発端は、文科省が東北など17都県に送った通知。給食の食材の放射線量を計測する機器を購入する際の補助金申請に関するものだが、購入機種の性能について「検出限界を1キロ当たり40ベクレル以下」と指定。新たな食品の基準と受け取れるような記述をしていた。
森裕子文科副大臣も通知直後の会見で、「40ベクレルを上回る食材は給食で使わないようにとの方針を示したのか」と問われ、「そのように考えていただいて結構」と発言。このため「給食は40ベクレルが安全目安」と報道された。
しかし食品中の放射性物質については、牛乳が1キロ当たり200ベクレル、野菜や肉は500ベクレルといった食品衛生法上の暫定基準値があり、厚労省が現在、これに代わる新たな基準値作りを進めている。市町村側から都県や文科省に対し、「新基準なのか」といった問い合わせが相次いだ。
中川正春文科相は「説明に誤解があった」と釈明したが、その後の文科相発言が混乱に拍車をかけた。40ベクレルについて「食材の法的基準値ではない」と強調しつつも、「新しい基準値が示されるまで、各自治体の判断の参考になるもの」と、再び「食材の目安」との見解を示したのだ。
厚労省担当者は「食品衛生法に基づく規制と異なる数値を使う場合は、その理由をきちんと説明するのが筋」と指摘。
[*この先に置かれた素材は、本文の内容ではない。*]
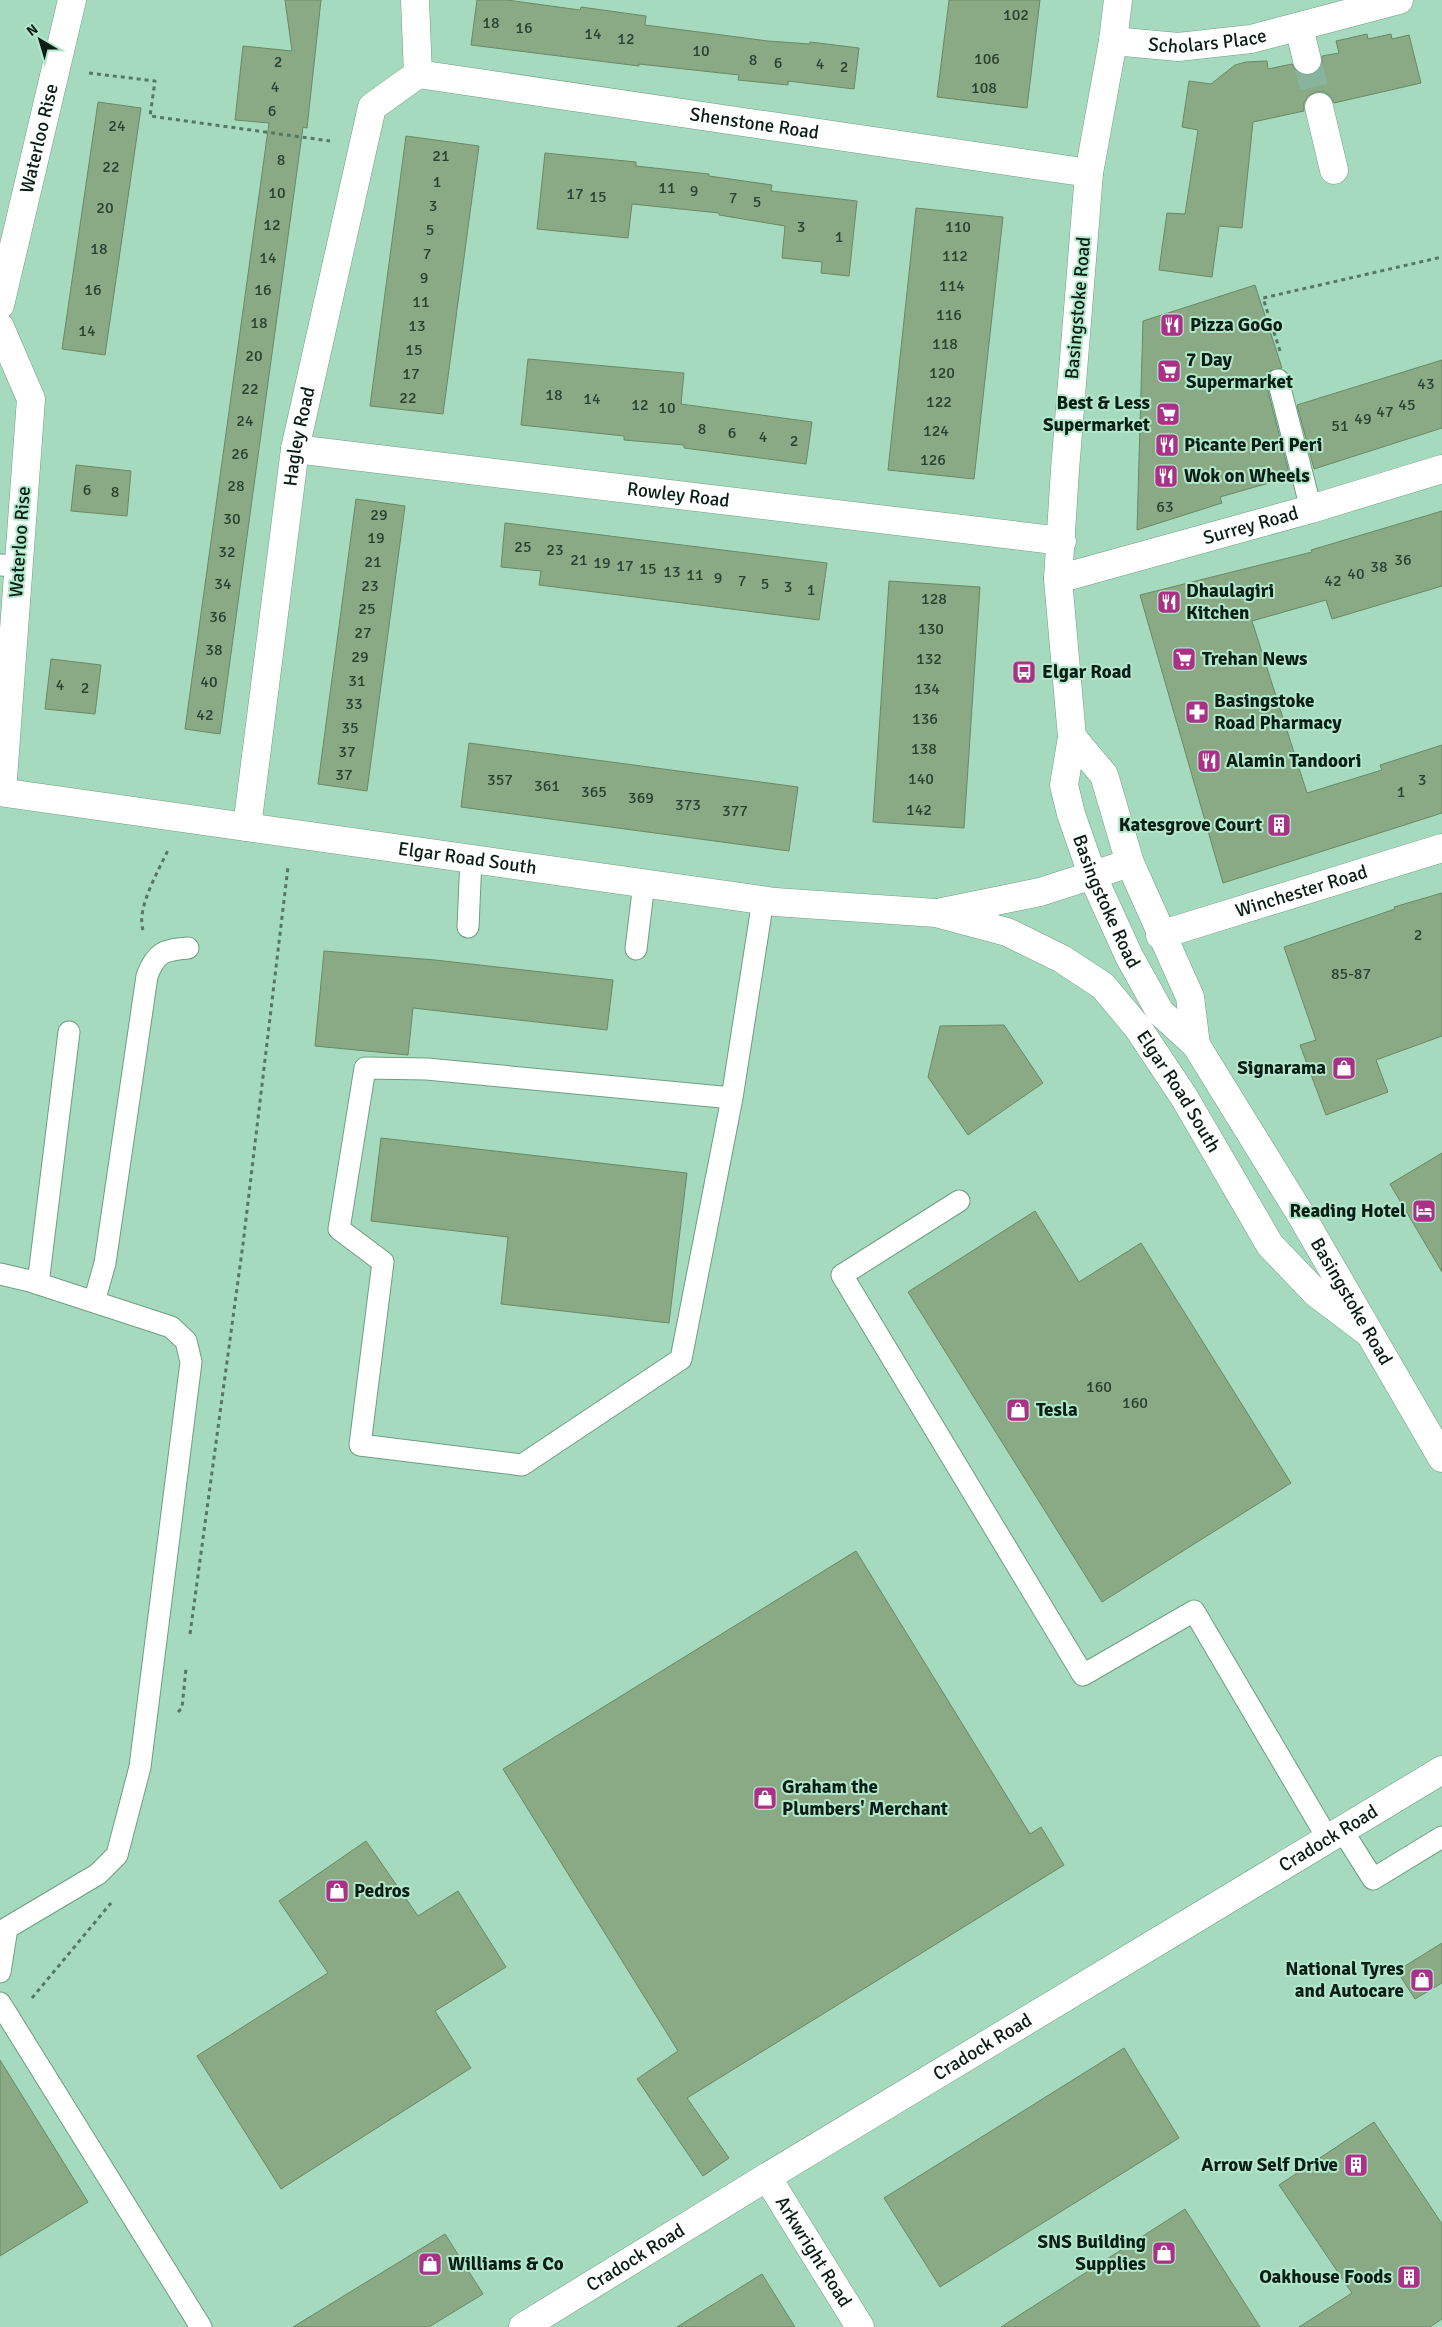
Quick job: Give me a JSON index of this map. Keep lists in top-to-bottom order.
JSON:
{
  "streets": {
    "street": [
      "Scholars Place",
      "Shenstone Road",
      "Waterloo Rise",
      "Basingstoke Road",
      "Hagley Road",
      "Rowley Road",
      "Surrey Road",
      "Elgar Road South",
      "Winchester Road",
      "Cradock Road",
      "Arkwright Road"
    ]
  },
  "crossings": [
    ["Scholars Place", "Basingstoke Road"],
    ["Shenstone Road", "Basingstoke Road"],
    ["Shenstone Road", "Hagley Road"],
    ["Waterloo Rise", "Elgar Road South"],
    ["Basingstoke Road", "Rowley Road"],
    ["Basingstoke Road", "Surrey Road"],
    ["Basingstoke Road", "Elgar Road South"],
    ["Basingstoke Road", "Winchester Road"],
    ["Hagley Road", "Rowley Road"],
    ["Hagley Road", "Elgar Road South"],
    ["Cradock Road", "Arkwright Road"]
  ],
  "places": {
    "restaurant": [
      "Pizza GoGo",
      "Picante Peri Peri",
      "Wok on Wheels",
      "Dhaulagiri Kitchen",
      "Alamin Tandoori"
    ],
    "supermarket": ["7 Day Supermarket", "Best & Less Supermarket", "Trehan News"],
    "bus stop": ["Elgar Road"],
    "pharmacy": ["Basingstoke Road Pharmacy"],
    "building": ["Katesgrove Court", "Arrow Self Drive", "Oakhouse Foods"],
    "shop": [
      "Signarama",
      "Tesla",
      "Graham the Plumbers' Merchant",
      "Pedros",
      "National Tyres and Autocare",
      "SNS Building Supplies",
      "Williams & Co"
    ],
    "hotel": ["Reading Hotel"]
  },
  "house_numbers": [
    "102",
    "18",
    "16",
    "14",
    "12",
    "10",
    "106",
    "8",
    "2",
    "6",
    "4",
    "2",
    "4",
    "108",
    "6",
    "24",
    "21",
    "8",
    "22",
    "1",
    "11",
    "9",
    "10",
    "17",
    "15",
    "7",
    "5",
    "3",
    "20",
    "12",
    "3",
    "110",
    "5",
    "1",
    "18",
    "7",
    "112",
    "14",
    "9",
    "114",
    "16",
    "16",
    "11",
    "116",
    "18",
    "13",
    "14",
    "118",
    "15",
    "20",
    "120",
    "17",
    "43",
    "22",
    "18",
    "22",
    "14",
    "122",
    "12",
    "45",
    "10",
    "47",
    "49",
    "24",
    "51",
    "8",
    "124",
    "6",
    "4",
    "2",
    "26",
    "126",
    "28",
    "6",
    "8",
    "63",
    "29",
    "30",
    "19",
    "25",
    "23",
    "32",
    "21",
    "36",
    "21",
    "19",
    "17",
    "38",
    "15",
    "13",
    "40",
    "11",
    "9",
    "7",
    "42",
    "34",
    "5",
    "23",
    "3",
    "1",
    "128",
    "25",
    "36",
    "130",
    "27",
    "38",
    "29",
    "132",
    "31",
    "40",
    "4",
    "2",
    "134",
    "33",
    "42",
    "136",
    "35",
    "138",
    "37",
    "37",
    "140",
    "357",
    "3",
    "361",
    "365",
    "1",
    "369",
    "373",
    "142",
    "377",
    "2",
    "85-87",
    "160",
    "160"
  ],
  "north": "top left"
}
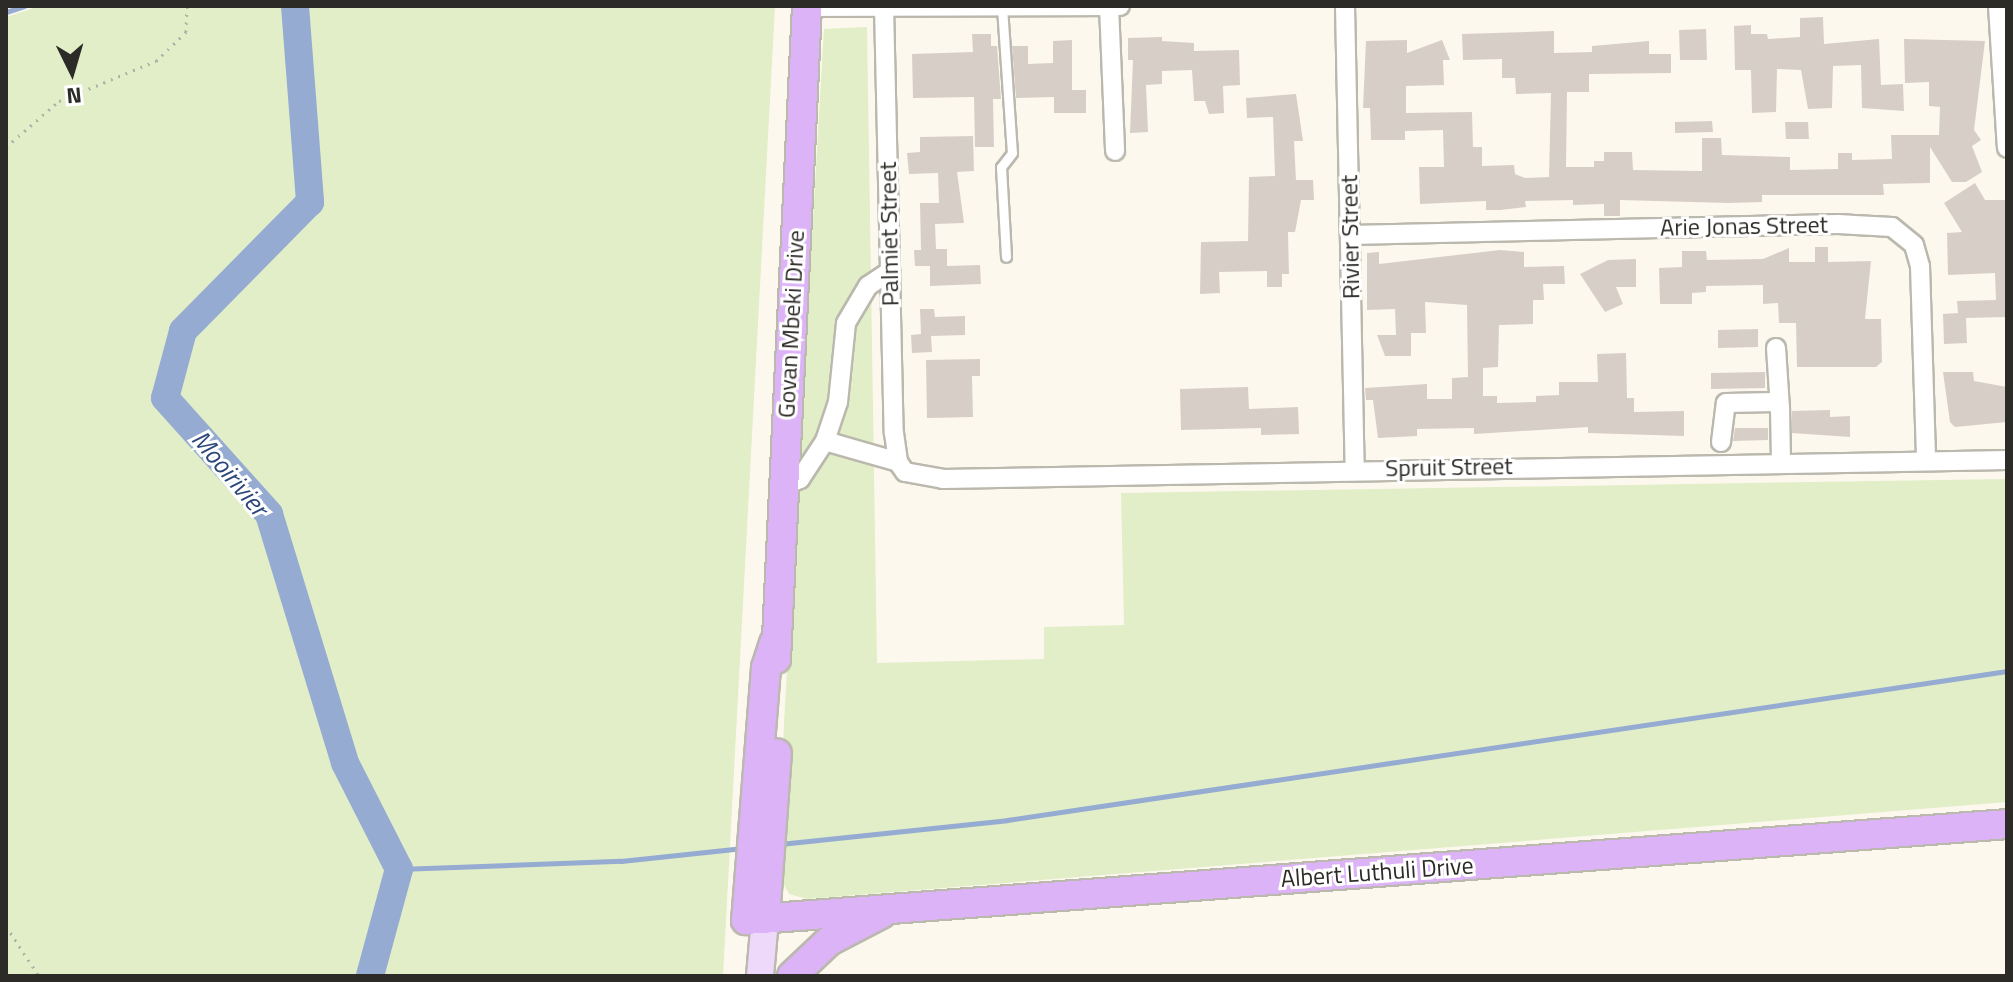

別の担当者も「子供優先の政策をアピールしようとするあまり、先走った」と批判した。小宮山洋子厚労相は「政府の中で違ったような意見が出て混乱させたことは大変申し訳ない」と述べたが、福島県教育委員会の担当者は「文科省と厚労省は連携して統一対応を取ってほしい。政府の震災対応では混乱ばかりが目立つ」と不満を募らせている。